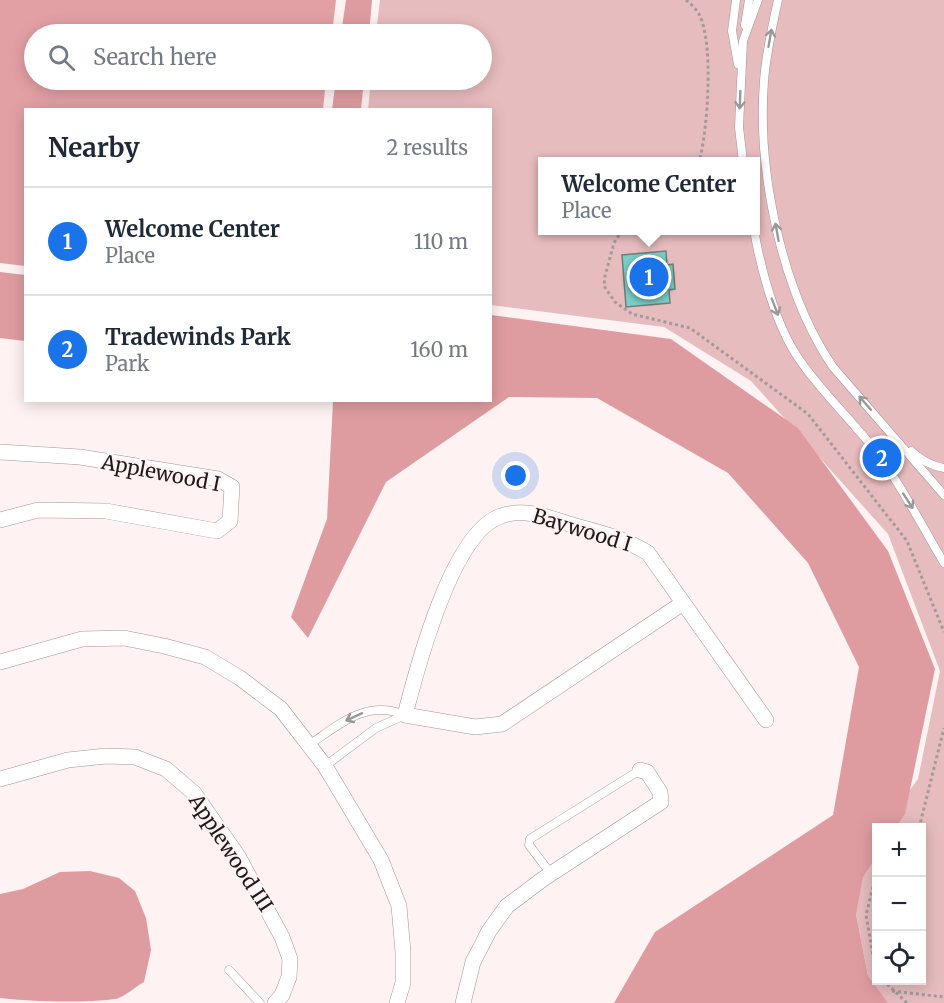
<!DOCTYPE html>
<html lang="en">
<head>
<meta charset="utf-8">
<style>
	body { margin:0; font-family:Merriweather,serif; background:#f2f2f3; color:#1f2937 }
	.controls { position:absolute; right:18px; bottom:18px; display:grid; overflow:hidden; border-radius:0px; box-shadow:0 3px 15px #0003 }
	.controls button { width:54px; height:54px; display:grid; place-items:center; padding:0; border:0; border-bottom:2px solid #e0e1e3; background:#fff; color:#1f2937; font:30px sans-serif }
	.you { position:absolute; left:516px; top:476px; width:21px; height:21px; margin:-15px; border:4px solid #fff; border-radius:50%; background:#1a73e8; box-shadow:0 0 0 9px #1a73e833 }
	.badge { display:grid; place-items:center; width:39px; height:39px; border-radius:50%; background:#1a73e8; color:#fff; font-size:20px; font-weight:700 }
	.pin { position:absolute; translate:-50% -50%; border:3px solid #fff; box-shadow:0 2px 6px #0006 }
	.popup { position:absolute; left:538px; top:157px; width:222px; height:78px; box-sizing:border-box; display:grid; place-content:center; border-radius:0px; background:#fff; filter:drop-shadow(0 2px 4px #0005); font-size:20px; white-space:nowrap; color:#747a83 }
	.popup b { font-size:22px; color:#1f2937 }
	.popup::after { content:''; position:absolute; left:50%; top:100%; margin-left:-12px; border:12px solid transparent; border-top-color:#fff }
	.list { margin:0; padding:0; list-style:none }
	h2 { display:flex; justify-content:space-between; align-items:center; height:78px; margin:0; padding:0 24px; font-size:26px }
	h2 small { font-size:20px; font-weight:400; color:#747a83 }
	.list li { display:grid; grid-template-columns:39px 1fr auto; gap:18px; align-items:center; box-sizing:border-box; height:108px; padding:0 24px; border-top:2px solid #e0e1e3 }
	.list b { display:block; font-size:22px; white-space:nowrap }
	.list p { margin:0; font-size:20px; white-space:nowrap; color:#747a83 }
	.list em { font-size:20px; font-style:normal; color:#747a83 }
	.icon { flex:none; width:33px; height:33px; fill:none; stroke:currentColor; stroke-width:2; stroke-linecap:round; stroke-linejoin:round }
	.map { position:relative; flex:none; width:944px; height:1003px; overflow:hidden }
	.search { position:absolute; background:#fff; box-shadow:0 3px 15px #0003; left:24px; top:24px; width:468px; height:66px; display:flex; align-items:center; gap:15px; box-sizing:border-box; padding:0 21px; border-radius:33px; color:#747a83; font-size:22px }
	.panel { position:absolute; background:#fff; box-shadow:0 3px 15px #0003; left:24px; top:108px; width:468px; height:294px; border-radius:0px }
	.map>svg:first-child { display:block }
	.green { fill:#e7bcbe; fill-rule:evenodd }
	.forest { fill:#e3a0a4 }
	.water { fill:#df9ca0 }
	.building { fill:#7bcdc6; stroke:#6f7d7b; stroke-width:1.5 }
	.lines { fill:none; stroke-linecap:round; stroke-linejoin:round }
	.service-casing { stroke:#a39596; stroke-width:9 }
	.minor-casing { stroke:#a39596; stroke-width:16 }
	.path { stroke:#a39a9a; stroke-width:3; stroke-dasharray:3 3; stroke-linecap:butt }
	.service { stroke:#fff; stroke-width:8 }
	.minor { stroke:#fff; stroke-width:15 }
	.oneway { stroke:#9a9898 }
	.labels { text-anchor:middle; stroke-width:5; stroke-linejoin:round; paint-order:stroke }
	.street-label { font-size:20px; fill:#1f1a1a; stroke:#fef2f2 }
</style>
</head>
<body>
<div class="map">
<svg width="944" height="1003" viewBox="0 0 944 1003">
	<rect width="100%" height="100%" fill="#fef2f2"/>
	<path class="green" d="M380 0H944V1003H884L868 976 856 914V881L876 835V980H922V828L882 827 918 779 940 671 888 534 751 381 664 327 491 305 490 110H368L371 80H482V34H376ZM542 162H756V230H542Z"/>
	<path class="forest" d="M0 0H336L332 34H34V80H326L323 109 26 110 25 266 0 263Z"/>
	<g class="water">
		<path d="M346 0H372L369 34H341Z"/>
		<path d="M336 80H364L361 109H332Z"/>
		<path d="M0 272 25 275V341L0 338Z"/>
		<path d="M491 315 671 339 798 428 888 551 935 669 905 814 896 827 876 828V857L863 877 856 914 868 976 888 1003H614L655 932 833 815 859 667 808 563 728 473 597 398 509 397 386 482 308 638 291 617 327 519 333 401 490 400Z"/>
		<path d="M90 871 119 878 135 891 146 918 151 950 144 982C135 987 126 996 116 999 84 1003 33 1002 0 998V894L23 889 60 872Z"/>
	</g>
	<path class="building" d="M666 251 667 265 673 264 675 289 669 290 670 303 626 307 622 255Z"/>
	<g class="lines">
		<defs>
			<g id="service">
				<path d="M736 0 732 31 738 64"/>
				<path d="M778 0C772 27 766 54 764 81 757 172 782 292 833 367L944 495"/>
				<path d="M745 25 749 0"/>
				<path d="M743 162 739 127 743 41 758 0"/>
				<path d="M754 230C761 270 776 326 799 359 822 393 853 421 878 454 903 488 922 526 944 563"/>
				<path d="M911 451C921 460 931 466 944 468"/>
				<path d="M878 454 904 449"/>
				<path d="M309 745C340 724 366 699 405 715"/>
				<path d="M325 766 376 728 405 715"/>
				<path d="M551 874 529 845 530 839 640 770"/>
				<path d="M229 970 260 1003"/>
			</g>
			<g id="minor">
				<path d="M0 452 80 457 218 479 232 487 230 521 217 531 106 511 38 510 0 520"/>
				<path d="M683 603 502 724 475 727 405 715C417 668 452 532 501 516 526 507 552 519 576 526 602 533 625 539 648 553L766 720"/>
				<path d="M0 662 82 639 124 638 164 646 205 657 240 678 281 709 325 766 381 860 399 906 403 952V983L397 1003"/>
				<path d="M0 779 68 760 106 756 135 757 166 769 194 793 238 856 282 937 290 959 289 977 282 995 275 1003"/>
				<path d="M463 1003 473 962 489 931 507 906 543 879 661 802 660 792 647 772 640 770"/>
			</g>
		</defs>
		<use href="#service" class="service-casing"/>
		<use href="#minor" class="minor-casing"/>
		<g class="path">
			<path d="M686 0C691 4 696 9 699 14 714 43 708 130 699 162"/>
			<path d="M622 230 614 243 605 276 604 286 615 302 632 314 690 328 808 414 907 541 944 632"/>
			<path d="M919 828 944 728"/>
			<path d="M876 875 866 915 876 973"/>
			<path d="M883 980 907 1003"/>
			<path d="M892 991 944 997"/>
		</g>
		<use href="#service" class="service"/>
		<use href="#minor" class="minor"/>
	</g>
	<defs><path id="oneway-shaft" d="M-6 0H5M1.5-3L5.5 0L1.5 3" fill="none" stroke-width="1.6" stroke-linecap="round" stroke-linejoin="round" transform="scale(1.5)"/></defs>
	<g class="oneway">
		<use href="#oneway-shaft" transform="translate(770 38) rotate(-80)"/>
		<use href="#oneway-shaft" transform="translate(740 100) rotate(92)"/>
		<use href="#oneway-shaft" transform="translate(777 232) rotate(-100)"/>
		<use href="#oneway-shaft" transform="translate(775 307) rotate(69)"/>
		<use href="#oneway-shaft" transform="translate(865 403) rotate(-131)"/>
		<use href="#oneway-shaft" transform="translate(908 501) rotate(57)"/>
		<use href="#oneway-shaft" transform="translate(354 717) rotate(155)"/>
	</g>
	<g class="labels">
		<g class="street-label">
			<text transform="translate(161 473) rotate(11)" y="7">Applewood I</text>
			<text transform="translate(582 530) rotate(17)" y="7">Baywood I</text>
			<text transform="translate(231 853) rotate(57)" y="7">Applewood III</text>
		</g>
	</g>
</svg>
<div class="controls">
<button>+</button>
<button>−</button>
<button><svg class="icon" aria-label="locate" viewBox="0 0 24 24"><circle cx="12" cy="12" r="6"/><path d="M12 2v4M12 18v4M2 12h4M18 12h4"/></svg></button>
</div>
<div class="you"></div>
<div class="pin badge" style="left:649px;top:277px">1</div>
<div class="popup"><b>Welcome Center</b>Place</div>
<div class="pin badge" style="left:882px;top:458px">2</div>
<div class="search"><svg class="icon" aria-label="search" viewBox="0 0 24 24"><circle cx="10" cy="10" r="6"/><path d="M15 15l6 6"/></svg>Search here</div>
<section class="panel">
<h2>Nearby<small>2 results</small></h2>
<ul class="list">
<li><span class="badge">1</span><div><b>Welcome Center</b><p>Place</p></div><em>110 m</em></li>
<li><span class="badge">2</span><div><b>Tradewinds Park</b><p>Park</p></div><em>160 m</em></li>
</ul>
</section>
</div>
</body>
</html>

══════════

WORK REQUIRED:
Look through the entries for lines containing the word "building" and return each one.

ANSWER:
	.building { fill:#7bcdc6; stroke:#6f7d7b; stroke-width:1.5 }
	<path class="building" d="M666 251 667 265 673 264 675 289 669 290 670 303 626 307 622 255Z"/>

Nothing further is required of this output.